The minute nature takes its course with any living, growing, vegetable-matter thing, and it falls to the ground, it is evil. It is bachi. It reflects on the family honor. It is not to be tolerated. IT IS RUBBISH!

I'm not just speculating, it's all around me every day. While my lawn mower is still whirring, my neighbor lady is sweeping those bitty blades of grass off the driveway. If I'm lucky, none of them blew onto the neighbor man's car. If they did, sigh, I'm in for another scolding. I'm sure my concept of a yard as an overgrown and shedding bird sanctuary just drives them nuts.

My friends in Hawaii Kai planted a white rainbow tree in their backyard for shade and to divert their gaze from the neighbor's abomination, a formerly prolific lime tree that is now trimmed to bonsai configeration. My friends like the tree so well, they put another shower tree in the boulevard. Not only do passersby scoff and question their judgment, they actually had a threatening phone call about it!

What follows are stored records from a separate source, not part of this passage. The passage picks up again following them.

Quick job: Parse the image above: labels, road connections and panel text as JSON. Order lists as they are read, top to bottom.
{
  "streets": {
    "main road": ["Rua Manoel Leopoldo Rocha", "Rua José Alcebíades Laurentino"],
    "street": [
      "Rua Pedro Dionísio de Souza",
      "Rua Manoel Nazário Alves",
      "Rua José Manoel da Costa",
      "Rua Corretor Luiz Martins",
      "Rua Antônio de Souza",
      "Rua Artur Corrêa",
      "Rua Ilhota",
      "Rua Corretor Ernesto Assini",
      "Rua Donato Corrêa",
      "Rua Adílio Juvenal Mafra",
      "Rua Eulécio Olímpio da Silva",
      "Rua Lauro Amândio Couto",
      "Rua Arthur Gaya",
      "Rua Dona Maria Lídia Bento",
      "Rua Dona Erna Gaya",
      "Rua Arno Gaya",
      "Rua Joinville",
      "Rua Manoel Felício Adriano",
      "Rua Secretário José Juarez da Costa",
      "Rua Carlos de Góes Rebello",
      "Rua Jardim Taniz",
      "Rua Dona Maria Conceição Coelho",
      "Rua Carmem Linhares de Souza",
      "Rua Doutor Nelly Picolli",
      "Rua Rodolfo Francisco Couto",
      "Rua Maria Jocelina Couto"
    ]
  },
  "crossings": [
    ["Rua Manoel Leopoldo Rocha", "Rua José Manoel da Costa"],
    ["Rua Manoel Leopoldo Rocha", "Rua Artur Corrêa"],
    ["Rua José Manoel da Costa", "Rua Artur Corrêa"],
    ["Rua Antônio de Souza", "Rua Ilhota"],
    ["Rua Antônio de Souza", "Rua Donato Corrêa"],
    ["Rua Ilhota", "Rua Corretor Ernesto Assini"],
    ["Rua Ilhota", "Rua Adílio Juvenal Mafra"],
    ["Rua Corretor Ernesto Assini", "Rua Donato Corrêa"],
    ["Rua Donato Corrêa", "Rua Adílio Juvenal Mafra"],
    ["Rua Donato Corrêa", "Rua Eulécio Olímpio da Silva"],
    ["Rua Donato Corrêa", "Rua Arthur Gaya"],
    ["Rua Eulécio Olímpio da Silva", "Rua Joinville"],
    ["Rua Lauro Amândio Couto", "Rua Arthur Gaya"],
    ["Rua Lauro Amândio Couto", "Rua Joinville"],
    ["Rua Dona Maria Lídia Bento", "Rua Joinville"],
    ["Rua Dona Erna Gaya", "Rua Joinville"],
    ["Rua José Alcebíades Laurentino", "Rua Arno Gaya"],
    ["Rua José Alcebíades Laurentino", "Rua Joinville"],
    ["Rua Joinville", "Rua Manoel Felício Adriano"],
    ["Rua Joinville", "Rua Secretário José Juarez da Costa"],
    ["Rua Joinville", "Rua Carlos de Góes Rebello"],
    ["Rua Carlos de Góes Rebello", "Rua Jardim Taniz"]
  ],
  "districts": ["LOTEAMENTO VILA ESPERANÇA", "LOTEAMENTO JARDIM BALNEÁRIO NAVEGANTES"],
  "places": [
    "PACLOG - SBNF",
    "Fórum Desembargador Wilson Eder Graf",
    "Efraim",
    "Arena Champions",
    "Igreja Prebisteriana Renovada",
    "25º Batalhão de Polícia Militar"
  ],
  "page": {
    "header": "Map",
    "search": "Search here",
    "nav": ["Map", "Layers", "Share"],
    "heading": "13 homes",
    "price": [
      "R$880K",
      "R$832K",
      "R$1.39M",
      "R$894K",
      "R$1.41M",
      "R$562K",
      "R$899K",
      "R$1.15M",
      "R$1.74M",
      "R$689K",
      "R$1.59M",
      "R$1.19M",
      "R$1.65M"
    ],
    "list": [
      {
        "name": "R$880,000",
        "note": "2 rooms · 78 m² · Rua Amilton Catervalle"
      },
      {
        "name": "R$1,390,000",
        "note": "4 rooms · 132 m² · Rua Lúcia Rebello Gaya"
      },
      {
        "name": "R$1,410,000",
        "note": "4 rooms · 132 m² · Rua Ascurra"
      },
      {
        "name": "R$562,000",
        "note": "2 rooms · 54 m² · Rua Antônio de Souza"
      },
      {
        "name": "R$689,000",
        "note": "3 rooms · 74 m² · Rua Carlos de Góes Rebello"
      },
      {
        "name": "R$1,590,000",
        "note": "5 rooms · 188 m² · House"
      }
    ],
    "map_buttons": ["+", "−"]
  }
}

And then, there are those tall shower trees at the Board of Water Supply Pacific Heights pumping station which I pass weekly. They are mutilated annually by people who have the gall to call themselves landscapers. It's routinely done before their time of glory. My friend nearby was told it's done because people have complained about "the rubbish." Translation: that's city folk talk for falling blossoms.

In this age when we have embraced biodegradeable as good, when it's a selling point for manufactured products, when composting is trendy, when mulch is bought by the bag to make dirt better. . .wouldn't you think people would get it?

Let nature take its course and those leaves and blossoms will melt right into the soil. That's what bio-degrade-able means.

Anyone who complains about how much hotter it's getting ought to look around at all the trees . . . that are missing. When dry weather dehydrates your yard, you know what helps? The same kind of blanket that keeps forests alive for centuries, a moisture-holding blanket of leaves.

OK, I do know the difference between a climate where the leaves turn crisp instead of rotting into a slimy, slippery threat of a fall. But that reminds me of a solution from yesteryear. There was a warning sign that would reappear annually on the Iolani Palace grounds. I always considered it downright poetic: "Pathway is slippery when blossoms are falling."

I wish I'd taken a picture of it. Now they just tell you to "Keep Off the Grass.''



Mary Adamski is a Star-Bulletin writer.